A diretora complementa que nunca trabalhou em uma história sobre uma pessoa que estivesse viva e que possa assistir ao filme. O desafio, então, foi garantir que ele fosse uma narrativa que Priscilla sentisse que representa sua experiência, ao mesmo tempo em que pega uma parte tão significativa da vida de alguém e a condensa para se encaixar naquela duração. “Como faço isso para dar a impressão de tudo o que ela passou? E eu queria que parecesse que essas memórias se juntavam e, no final, você tivesse uma ideia de como foi a experiência dela”.

A colaboração com Priscilla também lhe forneceu pequenos detalhes que mostram o lado humano e as vulnerabilidades do artista. Alguns desses causos não estavam no livro, como uma cena em que ela e Elvis foram ao cinema e ele repetia as falas de Humphrey Bogart de cor. “Achei realmente importante incluir isso porque diz muito sobre as frustrações dele como artista, e como ele queria ser um ator sério, e depois mais tarde, você vê de onde vêm algumas de suas frustrações. Coisas assim e a experiência dela sobre o isolamento que ela sentia e a pressão que tinha para ser esse ideal” foram inspirações, segundo a diretora. Para ela, a cena de abertura, com os pés de Priscilla pisando descalços em um carpete, indicam que vamos ver a sua perspectiva e essa é a forma para informar isso visualmente.

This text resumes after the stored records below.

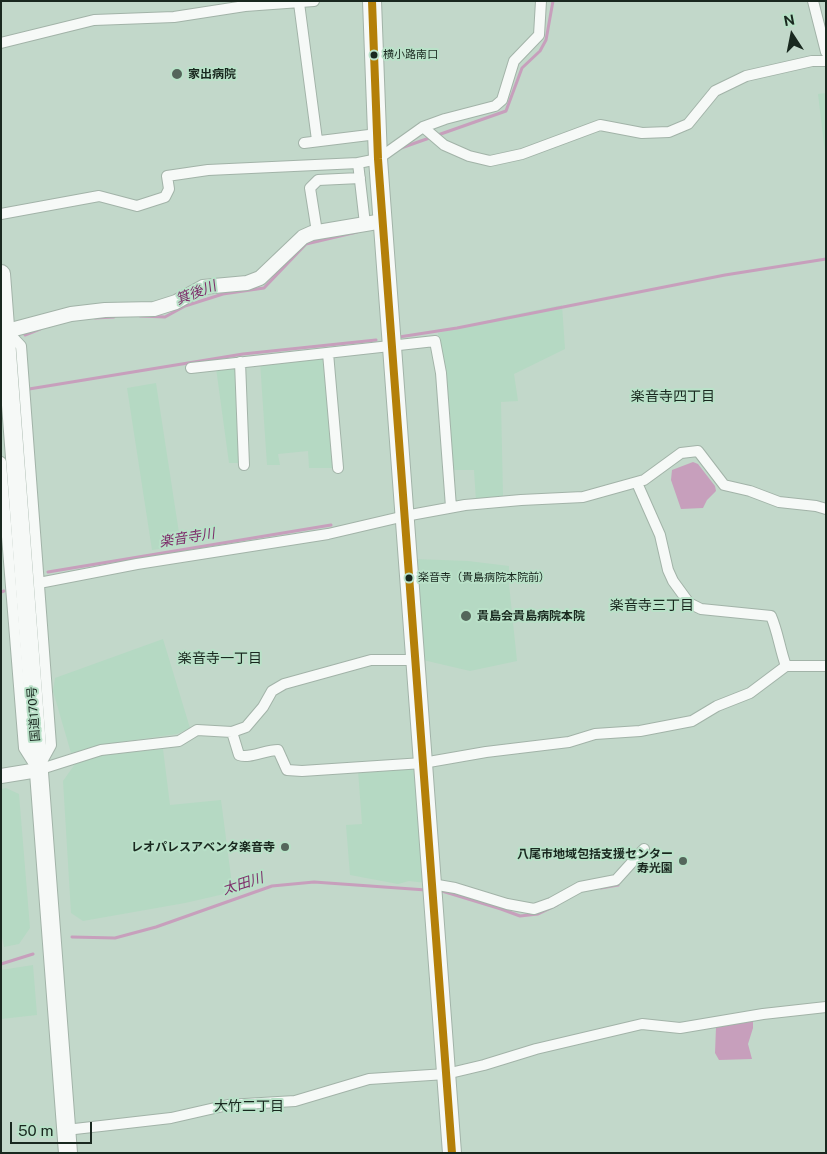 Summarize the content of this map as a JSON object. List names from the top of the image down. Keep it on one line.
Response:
{"streets":{"highway":["国道170号"]},"districts":["楽音寺四丁目","楽音寺三丁目","楽音寺一丁目","大竹二丁目"],"water":["箕後川","楽音寺川","太田川"],"places":["横小路南口","家出病院","楽音寺（貴島病院本院前）","貴島会貴島病院本院","レオパレスアベンタ楽音寺","八尾市地域包括支援センター 寿光園"],"scale_bar":"50 m","north":"top"} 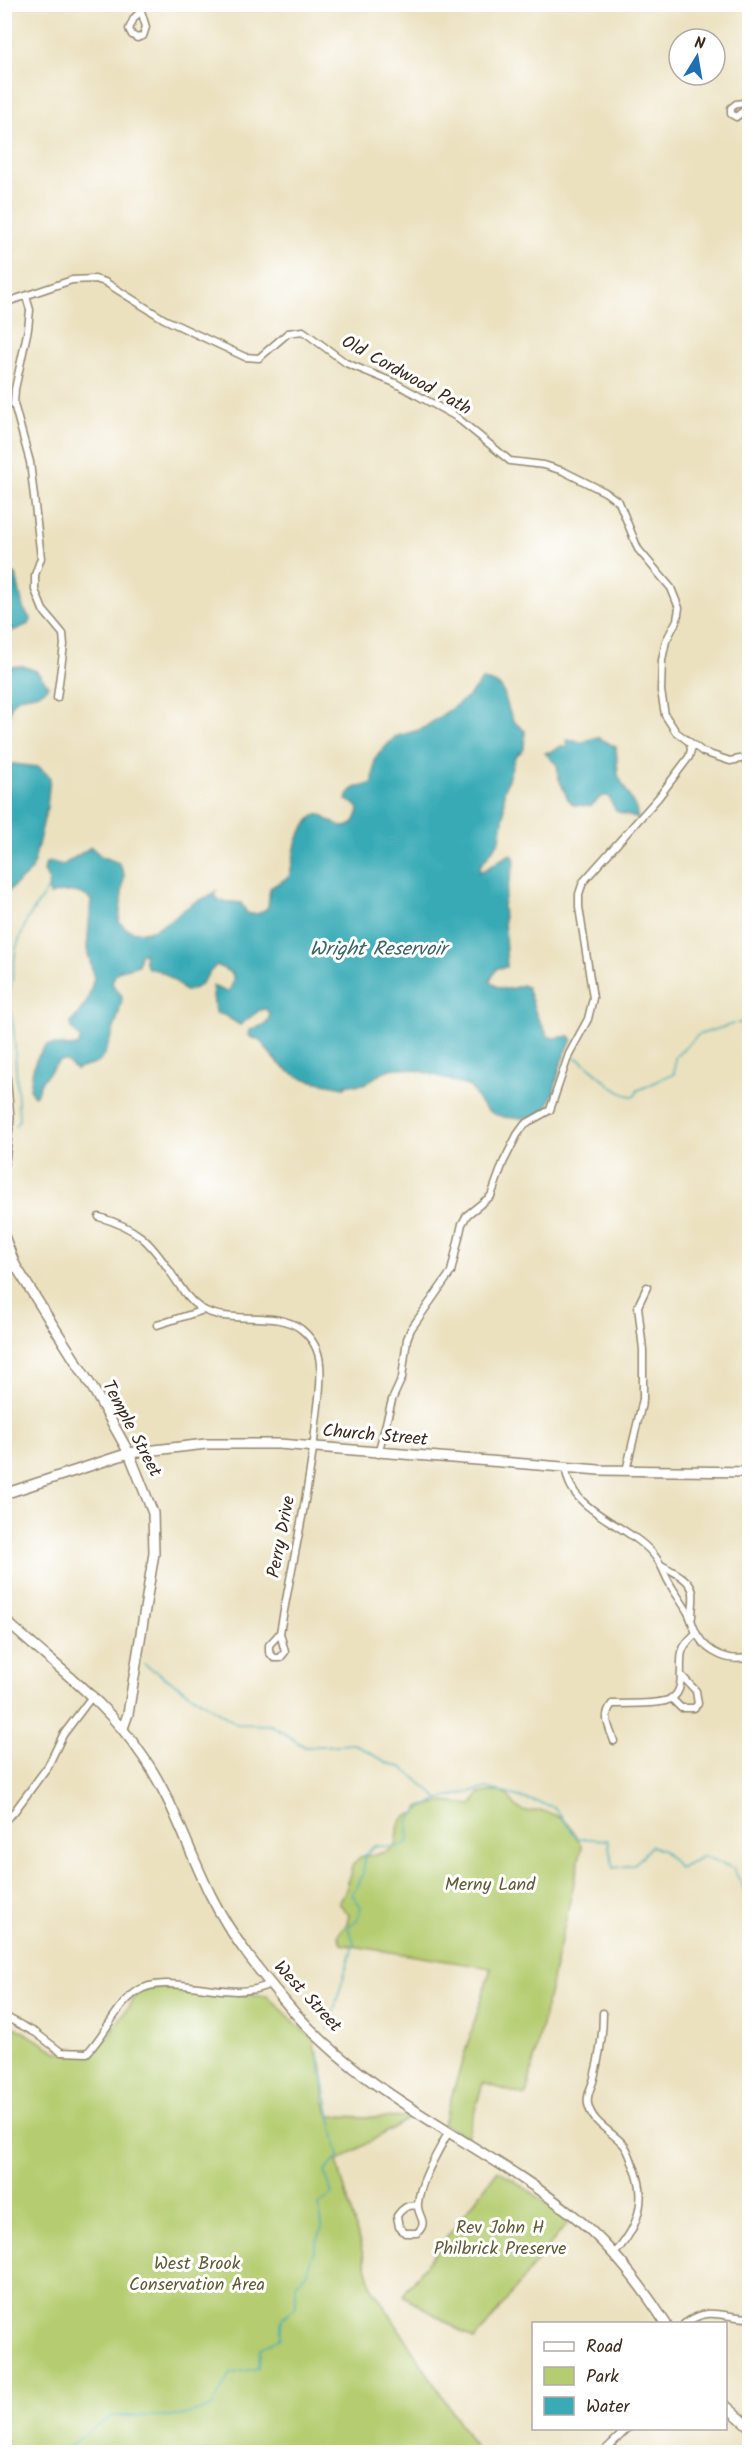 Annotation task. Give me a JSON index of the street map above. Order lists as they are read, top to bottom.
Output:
{
  "streets": {
    "main road": ["Temple Street", "Church Street", "West Street"],
    "street": ["Old Cordwood Path", "Perry Drive"]
  },
  "crossings": [
    ["Temple Street", "Church Street"],
    ["Temple Street", "West Street"],
    ["Church Street", "Perry Drive"]
  ],
  "water": ["Wright Reservoir"],
  "parks": ["Merny Land", "Rev John H Philbrick Preserve", "West Brook Conservation Area"],
  "legend": ["Road", "Park", "Water"],
  "north": "top"
} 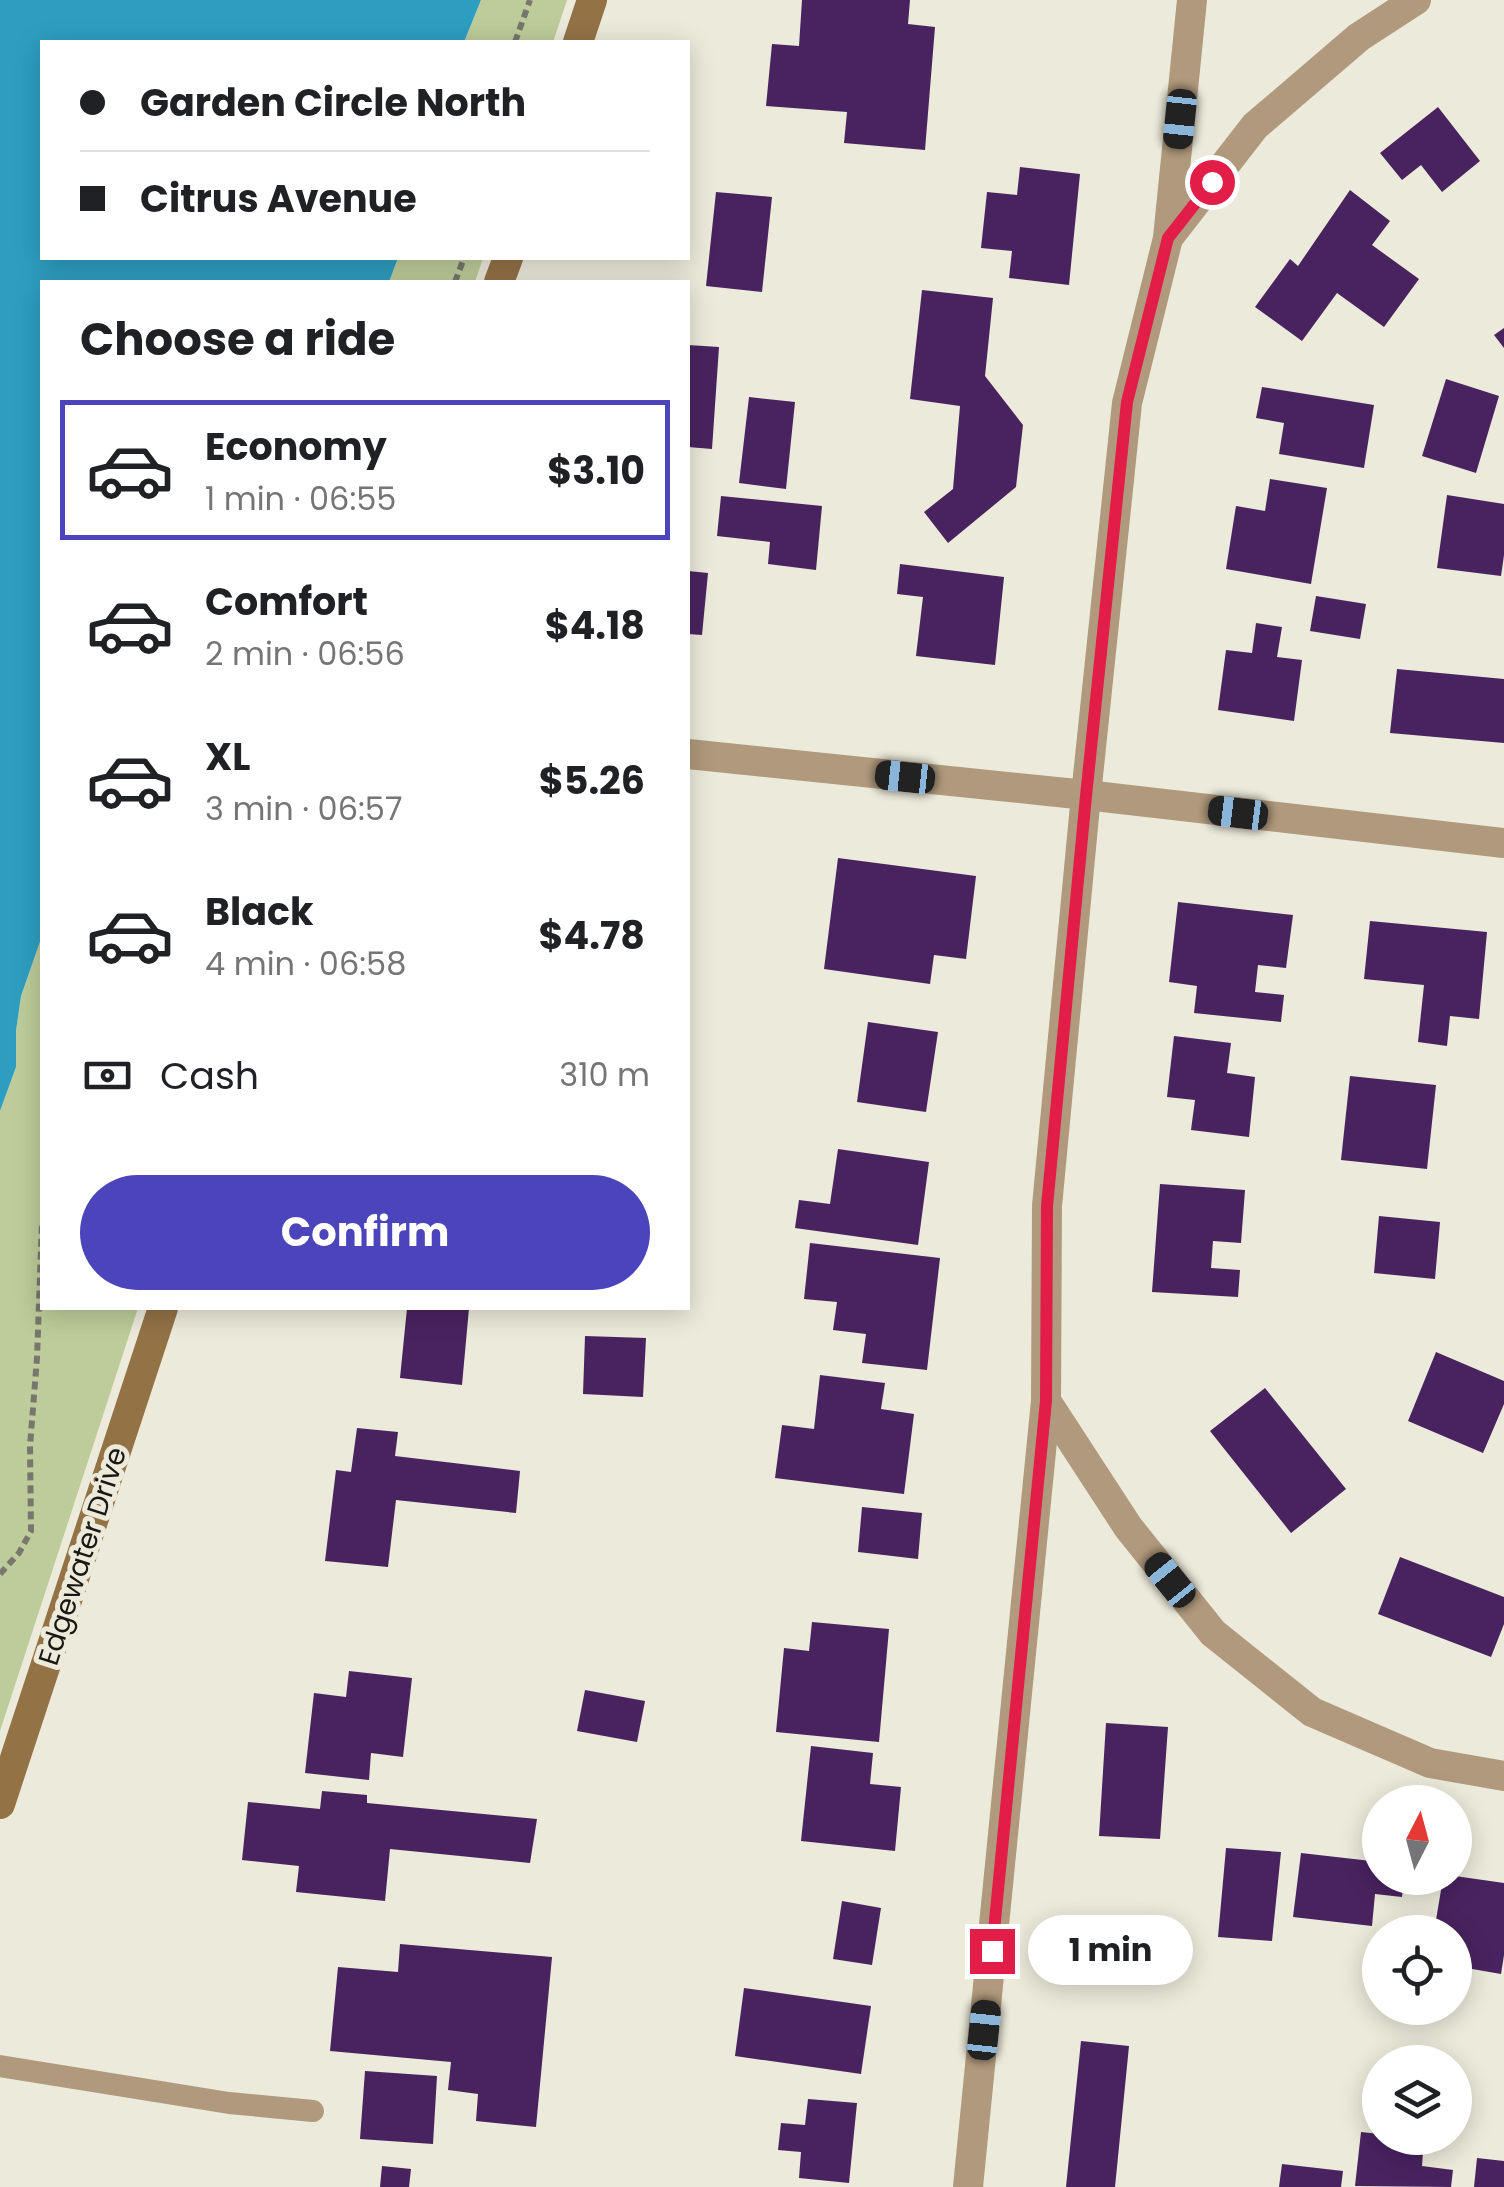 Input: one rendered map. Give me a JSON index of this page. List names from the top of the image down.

Cailee complementa que sentiu como uma grande responsabilidade saber que Priscilla Presley assistiria ao filme e que ficou um pouco intimidada com isso, porque sabia que precisavam tratar da história com sensibilidade. Mas por outro lado, explica que, como atriz, “você tem que permitir que sua criatividade e sua própria perspectiva entrem em jogo” e que a retratada, por sua vez, foi gentil e prestativa em todo o processo. Sofia complementa que ela estava na torcida por ambas. Cailee comenta:

“Acho que o que foi surpreendente ao ler o livro é que havia tantos tópicos e momentos universais pelos quais tantas jovens mulheres passam, e que eu adotei para mim mesma. Sabe, meu primeiro passo na preparação para um papel é pensar no que posso me relacionar com ele. Eu pensei que poderia ser complicado encontrar uma maneira de me encaixar mas, na verdade, a forma como ela conta a história no livro é tão emocional e ela compartilha tanto, esses momentos e esses pensamentos íntimos e esses sentimentos, e eles estão se apaixonando pela primeira vez e você se orienta por meio disso. Então você pode se perder no caminho e depois ter que juntar os pedaços quando tudo termina. É algo com o qual eu definitivamente senti que podia me identificar, e espero que outras pessoas também possam ver isso quando assistirem ao filme”.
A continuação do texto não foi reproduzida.